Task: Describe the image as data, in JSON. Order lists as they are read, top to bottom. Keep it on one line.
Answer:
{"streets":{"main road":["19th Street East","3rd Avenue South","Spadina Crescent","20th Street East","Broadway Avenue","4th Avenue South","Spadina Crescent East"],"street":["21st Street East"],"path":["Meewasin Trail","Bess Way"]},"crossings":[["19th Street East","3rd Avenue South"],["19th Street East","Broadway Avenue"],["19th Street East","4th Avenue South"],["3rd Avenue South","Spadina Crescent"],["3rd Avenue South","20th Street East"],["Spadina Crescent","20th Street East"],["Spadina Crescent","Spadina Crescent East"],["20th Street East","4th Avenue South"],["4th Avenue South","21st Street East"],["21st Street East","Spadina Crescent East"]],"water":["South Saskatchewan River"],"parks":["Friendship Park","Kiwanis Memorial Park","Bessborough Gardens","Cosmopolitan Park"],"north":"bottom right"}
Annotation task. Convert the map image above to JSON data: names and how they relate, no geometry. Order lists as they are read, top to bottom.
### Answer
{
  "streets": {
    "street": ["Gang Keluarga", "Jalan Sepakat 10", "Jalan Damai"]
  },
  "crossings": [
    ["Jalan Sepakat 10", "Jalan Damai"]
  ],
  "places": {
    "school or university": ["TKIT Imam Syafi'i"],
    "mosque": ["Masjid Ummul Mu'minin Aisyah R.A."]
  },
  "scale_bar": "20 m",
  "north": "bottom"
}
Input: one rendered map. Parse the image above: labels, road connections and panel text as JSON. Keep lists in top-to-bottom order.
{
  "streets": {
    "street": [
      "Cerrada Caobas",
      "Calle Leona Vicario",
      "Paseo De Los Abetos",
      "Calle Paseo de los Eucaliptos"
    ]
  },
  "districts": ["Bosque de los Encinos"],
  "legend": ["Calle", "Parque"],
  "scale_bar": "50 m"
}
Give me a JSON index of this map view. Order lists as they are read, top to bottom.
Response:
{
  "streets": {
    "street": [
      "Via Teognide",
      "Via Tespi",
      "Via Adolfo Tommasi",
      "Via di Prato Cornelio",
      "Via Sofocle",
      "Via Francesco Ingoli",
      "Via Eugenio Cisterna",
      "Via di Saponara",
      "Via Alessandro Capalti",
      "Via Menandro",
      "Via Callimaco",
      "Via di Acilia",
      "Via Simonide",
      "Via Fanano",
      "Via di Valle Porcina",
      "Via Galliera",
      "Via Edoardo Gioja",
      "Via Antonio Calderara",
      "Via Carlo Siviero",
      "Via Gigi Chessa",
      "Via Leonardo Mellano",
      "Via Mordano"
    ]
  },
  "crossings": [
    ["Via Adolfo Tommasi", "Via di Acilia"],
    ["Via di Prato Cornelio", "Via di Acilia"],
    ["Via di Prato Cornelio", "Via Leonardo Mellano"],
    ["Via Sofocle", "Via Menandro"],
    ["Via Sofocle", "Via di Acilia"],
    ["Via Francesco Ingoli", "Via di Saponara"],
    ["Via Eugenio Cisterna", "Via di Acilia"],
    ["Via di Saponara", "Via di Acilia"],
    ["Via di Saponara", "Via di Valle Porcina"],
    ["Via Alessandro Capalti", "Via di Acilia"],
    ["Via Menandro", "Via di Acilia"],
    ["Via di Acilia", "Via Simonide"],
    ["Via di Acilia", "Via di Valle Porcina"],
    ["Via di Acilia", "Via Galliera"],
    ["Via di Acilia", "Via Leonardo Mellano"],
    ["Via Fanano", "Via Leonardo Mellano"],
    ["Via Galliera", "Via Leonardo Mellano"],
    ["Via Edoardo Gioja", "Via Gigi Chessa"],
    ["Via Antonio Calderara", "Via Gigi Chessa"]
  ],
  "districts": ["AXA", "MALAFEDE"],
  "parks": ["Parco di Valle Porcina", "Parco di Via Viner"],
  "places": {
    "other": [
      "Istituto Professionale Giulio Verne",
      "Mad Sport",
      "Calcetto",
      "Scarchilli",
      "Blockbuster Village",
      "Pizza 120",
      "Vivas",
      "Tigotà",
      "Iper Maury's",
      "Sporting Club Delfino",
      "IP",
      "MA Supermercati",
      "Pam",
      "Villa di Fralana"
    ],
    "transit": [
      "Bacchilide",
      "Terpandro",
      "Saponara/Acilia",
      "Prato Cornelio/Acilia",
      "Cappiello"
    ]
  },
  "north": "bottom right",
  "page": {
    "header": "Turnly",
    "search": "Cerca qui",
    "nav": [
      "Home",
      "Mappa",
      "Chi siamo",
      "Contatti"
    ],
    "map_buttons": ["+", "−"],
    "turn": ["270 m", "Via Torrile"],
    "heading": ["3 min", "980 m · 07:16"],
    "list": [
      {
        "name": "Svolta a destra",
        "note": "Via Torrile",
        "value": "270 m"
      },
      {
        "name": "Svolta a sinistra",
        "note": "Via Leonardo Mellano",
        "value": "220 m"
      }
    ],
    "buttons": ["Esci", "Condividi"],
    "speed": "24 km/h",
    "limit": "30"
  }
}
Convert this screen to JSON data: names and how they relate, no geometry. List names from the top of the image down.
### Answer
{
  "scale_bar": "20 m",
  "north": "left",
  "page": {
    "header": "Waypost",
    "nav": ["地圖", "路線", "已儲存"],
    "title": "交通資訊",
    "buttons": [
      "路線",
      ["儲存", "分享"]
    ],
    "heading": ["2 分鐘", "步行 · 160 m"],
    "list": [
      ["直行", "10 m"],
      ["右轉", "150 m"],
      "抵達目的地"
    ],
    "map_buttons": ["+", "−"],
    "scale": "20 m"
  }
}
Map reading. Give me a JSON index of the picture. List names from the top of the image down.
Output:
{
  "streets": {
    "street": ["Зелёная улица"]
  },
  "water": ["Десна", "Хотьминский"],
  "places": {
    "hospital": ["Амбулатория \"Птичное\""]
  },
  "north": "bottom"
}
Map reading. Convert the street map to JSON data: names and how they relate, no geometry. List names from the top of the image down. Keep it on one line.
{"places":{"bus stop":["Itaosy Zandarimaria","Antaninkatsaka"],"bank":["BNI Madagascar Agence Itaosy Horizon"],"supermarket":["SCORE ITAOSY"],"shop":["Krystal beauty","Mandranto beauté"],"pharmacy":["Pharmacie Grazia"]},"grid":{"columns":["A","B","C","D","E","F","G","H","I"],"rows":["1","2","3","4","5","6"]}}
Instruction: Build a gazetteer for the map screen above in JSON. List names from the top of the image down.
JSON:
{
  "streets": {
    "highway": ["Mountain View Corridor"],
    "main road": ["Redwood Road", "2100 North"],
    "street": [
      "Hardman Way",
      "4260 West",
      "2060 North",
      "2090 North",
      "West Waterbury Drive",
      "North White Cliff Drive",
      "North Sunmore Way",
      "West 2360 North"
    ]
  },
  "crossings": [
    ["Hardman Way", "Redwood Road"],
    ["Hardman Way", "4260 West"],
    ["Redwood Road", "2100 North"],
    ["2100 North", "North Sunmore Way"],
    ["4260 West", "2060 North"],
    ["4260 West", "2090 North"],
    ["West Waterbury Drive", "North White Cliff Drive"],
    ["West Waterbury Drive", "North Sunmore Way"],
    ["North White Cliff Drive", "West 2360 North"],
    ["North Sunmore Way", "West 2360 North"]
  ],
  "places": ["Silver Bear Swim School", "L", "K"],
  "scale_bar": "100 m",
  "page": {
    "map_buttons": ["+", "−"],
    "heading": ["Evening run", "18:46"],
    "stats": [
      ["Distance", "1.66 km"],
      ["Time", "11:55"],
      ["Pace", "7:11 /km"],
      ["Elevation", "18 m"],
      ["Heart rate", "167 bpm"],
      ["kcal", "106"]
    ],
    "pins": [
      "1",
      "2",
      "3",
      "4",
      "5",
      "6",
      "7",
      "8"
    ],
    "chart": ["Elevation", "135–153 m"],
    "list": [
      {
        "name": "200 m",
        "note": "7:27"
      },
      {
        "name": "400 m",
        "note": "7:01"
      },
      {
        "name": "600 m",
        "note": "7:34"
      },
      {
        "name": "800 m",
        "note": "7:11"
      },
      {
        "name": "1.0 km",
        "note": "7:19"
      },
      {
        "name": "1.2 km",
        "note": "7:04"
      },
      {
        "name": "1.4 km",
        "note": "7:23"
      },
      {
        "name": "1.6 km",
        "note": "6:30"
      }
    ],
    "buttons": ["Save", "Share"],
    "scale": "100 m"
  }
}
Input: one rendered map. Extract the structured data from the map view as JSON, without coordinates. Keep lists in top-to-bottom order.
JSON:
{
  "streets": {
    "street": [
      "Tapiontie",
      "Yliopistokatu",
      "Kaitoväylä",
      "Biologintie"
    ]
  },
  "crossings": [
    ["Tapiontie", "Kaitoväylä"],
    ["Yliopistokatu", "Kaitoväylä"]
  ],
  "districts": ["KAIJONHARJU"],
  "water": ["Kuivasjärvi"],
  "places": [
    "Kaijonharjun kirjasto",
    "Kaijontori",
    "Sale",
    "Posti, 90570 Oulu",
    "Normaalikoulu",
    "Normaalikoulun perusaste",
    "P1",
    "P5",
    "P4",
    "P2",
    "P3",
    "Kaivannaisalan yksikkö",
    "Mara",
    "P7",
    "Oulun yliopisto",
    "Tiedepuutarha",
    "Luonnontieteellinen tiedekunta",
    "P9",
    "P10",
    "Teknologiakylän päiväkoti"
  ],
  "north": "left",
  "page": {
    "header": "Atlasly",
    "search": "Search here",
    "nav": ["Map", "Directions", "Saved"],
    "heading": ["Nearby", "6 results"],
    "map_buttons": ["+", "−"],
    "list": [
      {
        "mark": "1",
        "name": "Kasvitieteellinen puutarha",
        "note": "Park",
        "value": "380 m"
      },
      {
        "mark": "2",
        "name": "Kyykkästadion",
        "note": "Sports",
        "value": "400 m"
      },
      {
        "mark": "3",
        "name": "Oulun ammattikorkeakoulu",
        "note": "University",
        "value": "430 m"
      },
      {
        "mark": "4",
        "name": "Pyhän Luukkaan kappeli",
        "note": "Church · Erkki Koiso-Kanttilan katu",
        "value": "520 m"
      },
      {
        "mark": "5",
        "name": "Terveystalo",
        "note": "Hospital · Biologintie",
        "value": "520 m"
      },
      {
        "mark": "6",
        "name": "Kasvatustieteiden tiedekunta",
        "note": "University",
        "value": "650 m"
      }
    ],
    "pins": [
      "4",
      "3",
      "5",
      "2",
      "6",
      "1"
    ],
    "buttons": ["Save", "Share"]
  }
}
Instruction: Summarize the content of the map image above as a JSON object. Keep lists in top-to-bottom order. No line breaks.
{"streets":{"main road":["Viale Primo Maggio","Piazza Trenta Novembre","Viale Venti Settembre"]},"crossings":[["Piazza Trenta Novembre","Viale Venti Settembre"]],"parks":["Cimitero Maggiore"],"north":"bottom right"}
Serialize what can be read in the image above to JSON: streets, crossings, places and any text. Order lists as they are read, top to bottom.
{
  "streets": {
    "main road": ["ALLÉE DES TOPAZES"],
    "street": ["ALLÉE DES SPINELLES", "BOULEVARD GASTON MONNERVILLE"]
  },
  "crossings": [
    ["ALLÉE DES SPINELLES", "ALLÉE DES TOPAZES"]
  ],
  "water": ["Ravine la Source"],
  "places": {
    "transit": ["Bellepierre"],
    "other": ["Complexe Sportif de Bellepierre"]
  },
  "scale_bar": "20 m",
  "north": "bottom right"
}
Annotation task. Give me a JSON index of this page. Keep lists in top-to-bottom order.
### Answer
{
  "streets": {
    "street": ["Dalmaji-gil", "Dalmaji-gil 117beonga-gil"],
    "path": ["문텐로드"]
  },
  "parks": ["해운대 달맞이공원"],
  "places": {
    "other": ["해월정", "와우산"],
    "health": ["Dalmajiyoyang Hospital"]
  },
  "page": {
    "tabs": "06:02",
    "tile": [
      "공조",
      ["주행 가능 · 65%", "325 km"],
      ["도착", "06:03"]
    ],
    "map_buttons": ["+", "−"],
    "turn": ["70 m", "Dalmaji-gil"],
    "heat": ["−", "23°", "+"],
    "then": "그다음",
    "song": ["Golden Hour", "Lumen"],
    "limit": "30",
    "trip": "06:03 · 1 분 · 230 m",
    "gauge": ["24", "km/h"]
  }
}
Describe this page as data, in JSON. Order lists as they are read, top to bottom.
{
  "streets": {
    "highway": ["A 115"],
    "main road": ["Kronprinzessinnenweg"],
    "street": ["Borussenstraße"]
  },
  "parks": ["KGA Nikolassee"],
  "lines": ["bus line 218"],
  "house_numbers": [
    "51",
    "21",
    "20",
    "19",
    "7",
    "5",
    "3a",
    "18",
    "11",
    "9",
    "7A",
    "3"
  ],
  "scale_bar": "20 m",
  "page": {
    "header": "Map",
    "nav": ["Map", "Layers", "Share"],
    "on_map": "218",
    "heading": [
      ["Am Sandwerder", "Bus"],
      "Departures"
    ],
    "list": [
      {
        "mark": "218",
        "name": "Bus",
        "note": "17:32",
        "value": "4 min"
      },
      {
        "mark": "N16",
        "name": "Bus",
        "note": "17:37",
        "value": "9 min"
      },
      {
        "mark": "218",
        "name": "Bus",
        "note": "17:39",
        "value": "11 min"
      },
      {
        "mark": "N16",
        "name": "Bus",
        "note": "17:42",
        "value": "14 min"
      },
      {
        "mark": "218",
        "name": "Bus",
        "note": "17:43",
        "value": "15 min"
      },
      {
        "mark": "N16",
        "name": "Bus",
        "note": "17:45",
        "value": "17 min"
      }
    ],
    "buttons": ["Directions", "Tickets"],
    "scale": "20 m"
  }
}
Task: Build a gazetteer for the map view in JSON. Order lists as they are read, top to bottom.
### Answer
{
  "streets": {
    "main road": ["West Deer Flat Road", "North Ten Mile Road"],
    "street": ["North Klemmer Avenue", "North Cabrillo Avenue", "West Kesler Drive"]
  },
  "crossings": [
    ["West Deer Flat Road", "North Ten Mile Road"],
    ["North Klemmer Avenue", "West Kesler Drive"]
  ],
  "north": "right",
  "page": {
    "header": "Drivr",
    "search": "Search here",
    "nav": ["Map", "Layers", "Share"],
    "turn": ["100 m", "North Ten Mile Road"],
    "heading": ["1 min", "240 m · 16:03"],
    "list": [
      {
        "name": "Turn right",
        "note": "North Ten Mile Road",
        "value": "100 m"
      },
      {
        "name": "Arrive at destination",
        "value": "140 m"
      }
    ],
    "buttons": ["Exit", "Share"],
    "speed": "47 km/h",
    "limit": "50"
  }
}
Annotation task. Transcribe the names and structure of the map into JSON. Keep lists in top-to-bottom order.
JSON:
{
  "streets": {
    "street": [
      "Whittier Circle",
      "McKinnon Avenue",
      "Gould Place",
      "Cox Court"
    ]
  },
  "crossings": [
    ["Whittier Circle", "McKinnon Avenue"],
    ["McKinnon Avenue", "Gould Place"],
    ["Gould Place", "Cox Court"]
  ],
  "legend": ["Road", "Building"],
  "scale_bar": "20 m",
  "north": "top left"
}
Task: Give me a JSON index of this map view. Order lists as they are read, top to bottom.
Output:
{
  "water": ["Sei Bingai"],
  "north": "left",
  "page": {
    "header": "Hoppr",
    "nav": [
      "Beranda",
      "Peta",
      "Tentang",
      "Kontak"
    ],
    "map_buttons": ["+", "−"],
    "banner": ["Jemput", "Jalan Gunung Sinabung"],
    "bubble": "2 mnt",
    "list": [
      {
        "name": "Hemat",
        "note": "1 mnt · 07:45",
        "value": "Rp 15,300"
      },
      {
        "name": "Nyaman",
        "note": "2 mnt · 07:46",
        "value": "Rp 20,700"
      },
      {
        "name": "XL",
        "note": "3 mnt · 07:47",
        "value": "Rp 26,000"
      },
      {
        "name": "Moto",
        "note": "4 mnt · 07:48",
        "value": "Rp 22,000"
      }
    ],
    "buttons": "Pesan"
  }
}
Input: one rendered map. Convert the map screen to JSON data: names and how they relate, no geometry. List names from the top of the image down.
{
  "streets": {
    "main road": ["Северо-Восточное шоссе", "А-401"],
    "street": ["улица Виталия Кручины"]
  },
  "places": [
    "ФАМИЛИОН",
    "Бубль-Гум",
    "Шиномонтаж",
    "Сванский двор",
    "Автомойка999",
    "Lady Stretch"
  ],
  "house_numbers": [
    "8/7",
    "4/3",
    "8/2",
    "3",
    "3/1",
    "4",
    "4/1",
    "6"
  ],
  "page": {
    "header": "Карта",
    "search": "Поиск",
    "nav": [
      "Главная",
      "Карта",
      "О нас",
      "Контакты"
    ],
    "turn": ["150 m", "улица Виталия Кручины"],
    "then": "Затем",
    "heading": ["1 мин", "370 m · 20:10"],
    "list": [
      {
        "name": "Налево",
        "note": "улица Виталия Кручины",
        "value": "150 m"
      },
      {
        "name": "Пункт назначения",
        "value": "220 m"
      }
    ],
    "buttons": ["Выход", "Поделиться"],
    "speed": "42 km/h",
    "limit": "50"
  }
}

══════

The lines above, starting at the one with "Convert this screen" and ending at the one with "Instruction: Build a", are the only ones to return, exactly as written.

EXERCISE RESULT »
Convert this screen to JSON data: names and how they relate, no geometry. List names from the top of the image down.
### Answer
{
  "scale_bar": "20 m",
  "north": "left",
  "page": {
    "header": "Waypost",
    "nav": ["地圖", "路線", "已儲存"],
    "title": "交通資訊",
    "buttons": [
      "路線",
      ["儲存", "分享"]
    ],
    "heading": ["2 分鐘", "步行 · 160 m"],
    "list": [
      ["直行", "10 m"],
      ["右轉", "150 m"],
      "抵達目的地"
    ],
    "map_buttons": ["+", "−"],
    "scale": "20 m"
  }
}
Map reading. Give me a JSON index of the picture. List names from the top of the image down.
Output:
{
  "streets": {
    "street": ["Зелёная улица"]
  },
  "water": ["Десна", "Хотьминский"],
  "places": {
    "hospital": ["Амбулатория \"Птичное\""]
  },
  "north": "bottom"
}
Map reading. Convert the street map to JSON data: names and how they relate, no geometry. List names from the top of the image down. Keep it on one line.
{"places":{"bus stop":["Itaosy Zandarimaria","Antaninkatsaka"],"bank":["BNI Madagascar Agence Itaosy Horizon"],"supermarket":["SCORE ITAOSY"],"shop":["Krystal beauty","Mandranto beauté"],"pharmacy":["Pharmacie Grazia"]},"grid":{"columns":["A","B","C","D","E","F","G","H","I"],"rows":["1","2","3","4","5","6"]}}
Instruction: Build a gazetteer for the map screen above in JSON. List names from the top of the image down.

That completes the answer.